(Saved data entries)
----------

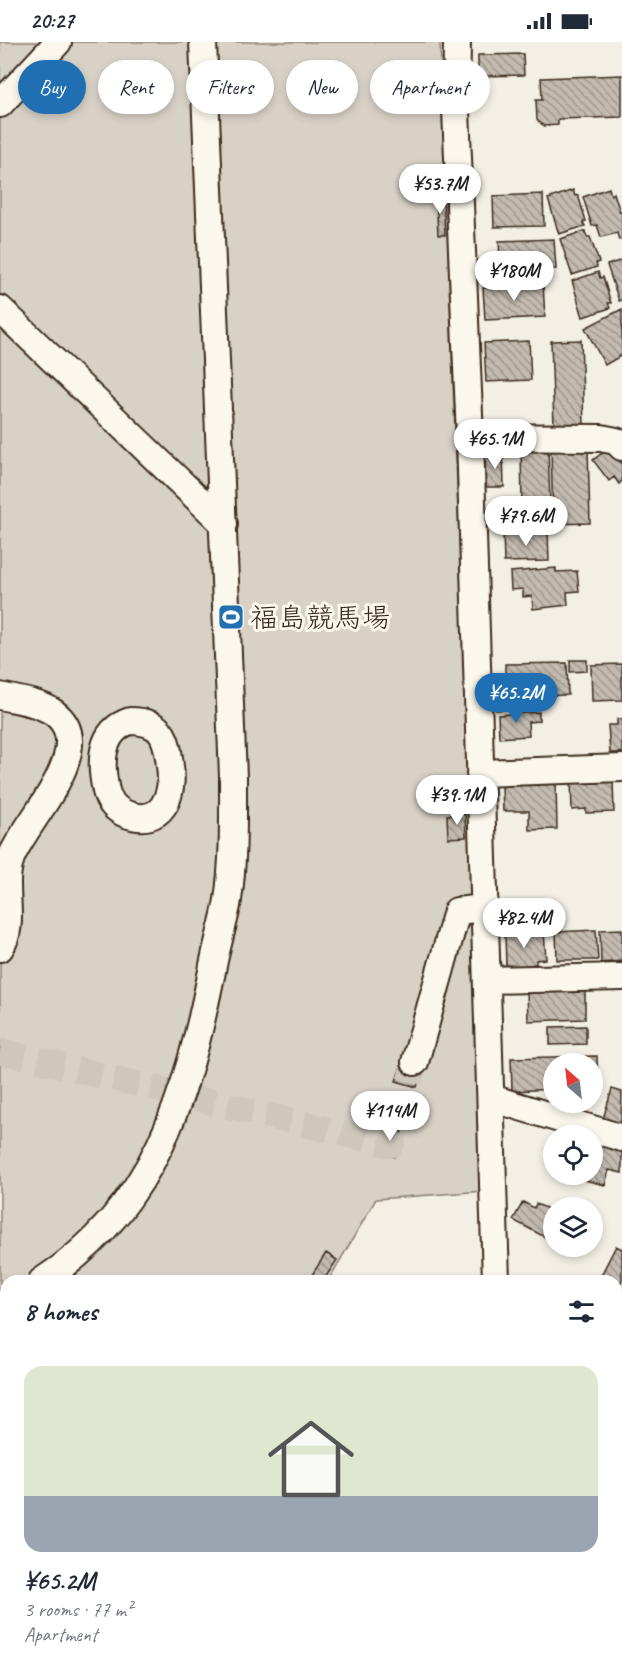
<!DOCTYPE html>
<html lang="en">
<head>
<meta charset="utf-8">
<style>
	body { margin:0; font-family:Caveat,"Klee One",sans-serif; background:#f2f2f3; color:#1f2937; height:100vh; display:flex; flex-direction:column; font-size:22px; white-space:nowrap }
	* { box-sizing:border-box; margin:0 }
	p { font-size:20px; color:#747a83 }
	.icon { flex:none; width:33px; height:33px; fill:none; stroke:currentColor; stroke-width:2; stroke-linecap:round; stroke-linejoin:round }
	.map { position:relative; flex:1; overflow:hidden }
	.details { position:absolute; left:0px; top:1233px; width:622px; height:402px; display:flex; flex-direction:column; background:#fff; border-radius:18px 18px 0 0; box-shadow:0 3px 9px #0003 }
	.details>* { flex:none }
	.guide { position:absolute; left:18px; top:18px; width:586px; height:54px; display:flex; gap:12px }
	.needle { width:39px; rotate:332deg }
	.controls { position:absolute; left:543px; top:1011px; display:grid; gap:12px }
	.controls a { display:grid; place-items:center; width:60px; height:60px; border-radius:50%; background:#fff; box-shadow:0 3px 9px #0003; font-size:30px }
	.price { position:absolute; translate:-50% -51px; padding:0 14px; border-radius:21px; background:#fff; color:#222; font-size:20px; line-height:39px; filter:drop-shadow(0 2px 3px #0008) }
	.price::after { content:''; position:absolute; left:50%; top:36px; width:18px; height:14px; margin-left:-9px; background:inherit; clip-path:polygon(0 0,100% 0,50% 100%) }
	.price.on { background:#1f6fb2; color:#fff }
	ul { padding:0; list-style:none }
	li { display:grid; align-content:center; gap:12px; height:318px; padding:0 24px }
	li+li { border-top:2px solid #e0e1e3 }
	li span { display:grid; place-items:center; height:186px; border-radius:18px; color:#555 }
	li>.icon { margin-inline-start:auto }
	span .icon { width:108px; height:108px; fill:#fffc; stroke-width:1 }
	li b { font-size:26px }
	h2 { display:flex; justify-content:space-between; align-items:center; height:72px; padding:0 24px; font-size:26px }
	.pill { padding:0 21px; border-radius:27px; background:#fff; box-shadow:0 3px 9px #0003; font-size:21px; line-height:54px }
	.pill.on { background:#1f6fb2; color:#fff }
	.status { display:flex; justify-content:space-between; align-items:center; height:42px; padding:0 30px; background:#fff; direction:ltr }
	.status svg { height:16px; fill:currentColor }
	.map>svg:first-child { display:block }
	.pitch { fill:#d8d1c6; stroke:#8a7e72; stroke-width:1.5 }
	.building { fill:url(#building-back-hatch); stroke:#3b2a1e; stroke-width:1.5 }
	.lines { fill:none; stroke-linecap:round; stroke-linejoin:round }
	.minor-tunnel { stroke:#cec8bc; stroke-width:26; stroke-dasharray:26 13; stroke-linecap:butt }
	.minor-casing { stroke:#3b2a1e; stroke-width:30 }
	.minor { stroke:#fbf7ec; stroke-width:26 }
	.labels { text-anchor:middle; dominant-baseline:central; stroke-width:6; stroke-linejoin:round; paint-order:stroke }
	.poi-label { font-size:28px; fill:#3b2a1e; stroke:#fbf7ec; text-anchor:start }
</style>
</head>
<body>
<div class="status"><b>20:27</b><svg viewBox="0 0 49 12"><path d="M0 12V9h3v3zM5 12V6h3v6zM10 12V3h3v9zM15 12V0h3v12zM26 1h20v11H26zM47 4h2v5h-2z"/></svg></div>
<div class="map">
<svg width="622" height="1635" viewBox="0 0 622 1635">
	<defs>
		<pattern id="building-back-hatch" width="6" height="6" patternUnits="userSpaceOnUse" patternTransform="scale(1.5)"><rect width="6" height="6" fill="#c3bbb0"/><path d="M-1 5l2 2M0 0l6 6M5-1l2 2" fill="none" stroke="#a0988f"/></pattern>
	</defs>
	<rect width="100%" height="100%" fill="#f3efe4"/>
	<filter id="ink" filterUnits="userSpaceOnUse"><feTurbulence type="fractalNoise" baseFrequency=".0167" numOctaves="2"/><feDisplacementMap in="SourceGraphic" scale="12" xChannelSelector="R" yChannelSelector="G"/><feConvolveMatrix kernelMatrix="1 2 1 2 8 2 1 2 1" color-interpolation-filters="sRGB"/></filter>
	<g filter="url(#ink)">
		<path class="pitch" d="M0,0H440L484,1149L376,1157L328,1239H6V1479L0,1480Z"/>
		<path class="building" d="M523,12L524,33L478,34V13Z
			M622,33V75L558,77V83L544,84L537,78L536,58H542L541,36Z
			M609,146L611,153L614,151L620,170L622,169V197L619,198L617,191L601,195L597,183L592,184L583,155Z
			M573,148L575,154L578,153L586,179L583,180L585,184L559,192L548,157Z
			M436,152H443L445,193H438Z
			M543,152L544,184L494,185L493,154Z
			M585,189L587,195H590L599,220L596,221L597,225L572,233L560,197Z
			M554,197L556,227H543L544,230L501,232L499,199Z
			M622,218V258L619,259L607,223Z
			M598,230L600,236L603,235L611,261H608L610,266L583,275L572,239Z
			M543,242L545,275L485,278L483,246Z
			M622,267V313L605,323L585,286Z
			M581,298L584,382L554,384L551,299Z
			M529,299L531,338L486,340L484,301Z
			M548,406L550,461L522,462L521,407Z
			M588,406L590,481L553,482L551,407Z
			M609,406L622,422V439L619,442L614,435L609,439L593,418Z
			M503,410L504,445H486L485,411Z
			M548,489L549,519L504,520L503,491Z
			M556,526V530L577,529L579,549L567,550L568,563L533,567L532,554L523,555V547L511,548L510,530Z
			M570,618H587V629L570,630Z
			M567,621L568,653L517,654V642L505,643V622Z
			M622,622V658L592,659L591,623Z
			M510,653L511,667L496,668L495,654Z
			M539,670V679L528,680L529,694L499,696L498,673Z
			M617,677H622V711H610L608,683H617Z
			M613,739L614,770L586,771V767L572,768L571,740Z
			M556,742L557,787L529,788V769H503L502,744Z
			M465,772L466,795L448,796L447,773Z
			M622,887V919L601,921L600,888Z
			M596,888L598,918H557L556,890Z
			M544,890L546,917L536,918V922L529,923V926L511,927L510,924H506L505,892Z
			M585,947V977L528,979L527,949Z
			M586,984V1002L550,1003V985Z
			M405,1012L425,1019L417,1045L396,1039Z
			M597,1014L598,1046H592V1022H554V1047L512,1049L511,1016Z
			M612,1047L622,1050L621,1083L603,1077Z
			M385,1085L402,1089L395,1115L379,1111Z
			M594,1099L622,1106V1131L609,1128L605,1143L584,1138L585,1132H592Z
			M523,1160L534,1166L536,1162L554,1169V1200L513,1178Z
			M616,1204L622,1207V1238L617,1249L616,1239H598Z
			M326,1211L337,1218L323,1239H308Z
			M616,1260L622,1263V1291L616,1302Z
			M622,1296V1320L616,1317V1306Z
			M311,1629H335L339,1635H300Z
			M411,1629H441L443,1635H413Z
			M463,1629H493L494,1635H464Z"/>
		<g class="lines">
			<path class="minor-tunnel" d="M0,1009L391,1103L415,1020"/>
			<defs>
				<path id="minor" d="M457,0L456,69L470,395L496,1239
					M0,62L58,0
					M0,267L224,482
					M470,395L601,396L616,399L622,405
					M0,654C17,658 38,660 53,670C102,705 24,780 11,816C0,846 17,882 0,906
					M130,679C163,679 167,696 170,724C174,752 163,786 126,772C116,768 109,760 106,749C100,722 99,689 130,679Z
					M480,731L622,726
					M487,938L622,935
					M415,1020L457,869L484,866
					M491,1056L622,1096
					M42,1239C155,1166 187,1053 212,929C216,905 224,882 228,858C234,817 233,776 233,735L203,0
					M0,1263L6,1260
					M616,1534H622
					M236,1635L247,1629"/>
			</defs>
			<use href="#minor" class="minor-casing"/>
			<use href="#minor" class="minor"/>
		</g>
	</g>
	<defs>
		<symbol id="stadium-square" viewBox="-11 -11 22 22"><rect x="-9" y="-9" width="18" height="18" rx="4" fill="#1f6fb2" stroke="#fbf7ec"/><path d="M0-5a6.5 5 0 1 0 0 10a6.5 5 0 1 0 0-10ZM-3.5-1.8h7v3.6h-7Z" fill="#fff"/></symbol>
	</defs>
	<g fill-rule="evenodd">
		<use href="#stadium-square" x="216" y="560" width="30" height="30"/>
	</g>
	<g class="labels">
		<g class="poi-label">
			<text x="250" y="575">福島競馬場</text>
		</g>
	</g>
</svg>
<div class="controls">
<a><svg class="needle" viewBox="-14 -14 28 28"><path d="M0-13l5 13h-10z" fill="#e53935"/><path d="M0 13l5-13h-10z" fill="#747a83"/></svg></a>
<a><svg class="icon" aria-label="locate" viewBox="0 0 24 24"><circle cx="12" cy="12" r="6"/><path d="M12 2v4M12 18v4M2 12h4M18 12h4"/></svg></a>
<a><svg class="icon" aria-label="layers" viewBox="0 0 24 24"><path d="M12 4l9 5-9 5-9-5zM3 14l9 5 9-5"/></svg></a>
</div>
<b class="price" style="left:440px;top:173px">¥53.7M</b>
<b class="price" style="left:514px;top:260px">¥180M</b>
<b class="price" style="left:495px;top:428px">¥65.1M</b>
<b class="price" style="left:526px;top:505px">¥79.6M</b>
<b class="price on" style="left:516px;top:682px">¥65.2M</b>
<b class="price" style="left:457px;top:784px">¥39.1M</b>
<b class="price" style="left:524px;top:907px">¥82.4M</b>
<b class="price" style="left:390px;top:1100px">¥114M</b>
<div class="guide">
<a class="pill on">Buy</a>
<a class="pill">Rent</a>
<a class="pill">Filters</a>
<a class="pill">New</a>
<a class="pill">Apartment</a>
</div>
<section class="details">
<h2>8 homes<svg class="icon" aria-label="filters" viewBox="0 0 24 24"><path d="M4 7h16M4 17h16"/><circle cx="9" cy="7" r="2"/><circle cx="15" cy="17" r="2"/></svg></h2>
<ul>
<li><span style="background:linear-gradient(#dfe7d0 70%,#9aa5b1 0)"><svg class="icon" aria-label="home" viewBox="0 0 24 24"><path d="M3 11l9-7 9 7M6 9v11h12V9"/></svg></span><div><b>¥65.2M</b><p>3 rooms · 77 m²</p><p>Apartment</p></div></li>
</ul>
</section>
</div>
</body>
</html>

----------

• **Work instruction**
Check each line above for the word "labels" and copy the ones that have it.

• **Solution to this problem**
	.labels { text-anchor:middle; dominant-baseline:central; stroke-width:6; stroke-linejoin:round; paint-order:stroke }
	<g class="labels">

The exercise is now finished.